We convene in a shabby, cramped room called the “quiet room.” It is a tiny room with buzzing fluorescent lights, no windows — I would never take anyone in there if they suffered from claustrophobia. It has the feel of a bunker in a war zone, but aesthetics aside, it seems to be the only room in this huge, bustling, overcrowded, downtown hospital that could be made available for this purpose. The quiet room! It is probably the most disquieting place in the whole hospital. Bombs are detonated in here.

We turn our attention to Mrs. DeWitt. She is the one who knows Edgar DeWitt best. She is the person who will speak on his behalf, as he is no longer conscious and cannot tell us himself what he wants us to do. She perches on the chair, frail, but tensed up. She knows why we’re gathered here.

“What would Mr. DeWitt have wanted?” the doctor asks his wife.

“To live! That’s what he would have wanted.” She sobs into her hands.

Of course. ­Isn’t it obvious? ­Isn’t that what anyone would want?

“We understand,” the doctor says, “but, given his deteriorating condition and his irreversible medical problems, if we continue with the life-support measures that we have in place, we are merely prolonging the inevitable.”

I watch Mrs. DeWitt and I can see that in her panicked state, she finds comfort in the simple fact that the doctor is talking, because all the time the doctor is talking, her husband is still alive.

“We do not believe that we can reverse his medical problems. Perhaps the time has come, that we should very gently, slowly, when you are ready, of course, remove the ventilator, all the life supports, and let nature take its course?”

She sits weeping into the cave of her two hands.
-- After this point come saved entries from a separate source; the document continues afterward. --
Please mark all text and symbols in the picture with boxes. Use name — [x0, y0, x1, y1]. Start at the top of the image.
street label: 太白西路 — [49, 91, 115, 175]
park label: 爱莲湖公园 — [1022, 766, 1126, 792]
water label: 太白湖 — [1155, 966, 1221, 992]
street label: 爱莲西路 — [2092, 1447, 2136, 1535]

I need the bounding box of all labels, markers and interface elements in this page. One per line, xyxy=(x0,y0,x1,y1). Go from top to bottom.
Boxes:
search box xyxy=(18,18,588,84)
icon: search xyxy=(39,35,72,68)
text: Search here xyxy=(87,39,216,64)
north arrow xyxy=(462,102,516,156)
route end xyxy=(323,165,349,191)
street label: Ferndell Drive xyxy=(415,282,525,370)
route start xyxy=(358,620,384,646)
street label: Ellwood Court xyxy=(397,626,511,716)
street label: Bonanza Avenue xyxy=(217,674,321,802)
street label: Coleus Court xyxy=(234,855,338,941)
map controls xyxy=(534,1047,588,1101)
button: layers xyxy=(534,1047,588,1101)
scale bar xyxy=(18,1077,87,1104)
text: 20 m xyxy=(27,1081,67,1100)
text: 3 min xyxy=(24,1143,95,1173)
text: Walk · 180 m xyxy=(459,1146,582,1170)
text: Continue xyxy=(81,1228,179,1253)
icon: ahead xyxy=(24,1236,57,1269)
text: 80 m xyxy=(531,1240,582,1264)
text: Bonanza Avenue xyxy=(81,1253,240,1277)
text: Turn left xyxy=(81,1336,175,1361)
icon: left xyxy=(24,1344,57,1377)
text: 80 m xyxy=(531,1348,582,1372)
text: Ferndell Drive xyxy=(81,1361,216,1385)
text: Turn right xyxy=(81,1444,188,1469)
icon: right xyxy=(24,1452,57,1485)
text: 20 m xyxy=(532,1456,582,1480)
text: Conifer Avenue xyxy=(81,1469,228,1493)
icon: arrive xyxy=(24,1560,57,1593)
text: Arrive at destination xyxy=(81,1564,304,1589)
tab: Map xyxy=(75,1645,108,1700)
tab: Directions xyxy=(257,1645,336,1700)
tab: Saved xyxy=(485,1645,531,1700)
I offer her a new box of tissues and pull out the first one to get it started.

“Did you ever discuss this situation with him?” I press gently. “Do you think he would want all this to be done?” My words are like sticks, poking at a fire, making it flare.

“Who would want all this done?” she asks.

The doctor and I smile at her response, so true and honest.

“I ­don’t know what to do,” Mrs. DeWitt says. “Whenever we had a big decision to make, Ed and I always made it together.”

“There’s no need to decide anything this minute,” I say, “but his condition is very critical. Anything could happen tonight.”

Whatever happens, it will be a long night for all of us.

The family meeting is over and we return to Mr. DeWitt’s room.

Frances peeks her head in the door and whispers, “Do you want to order in food, Tilda?”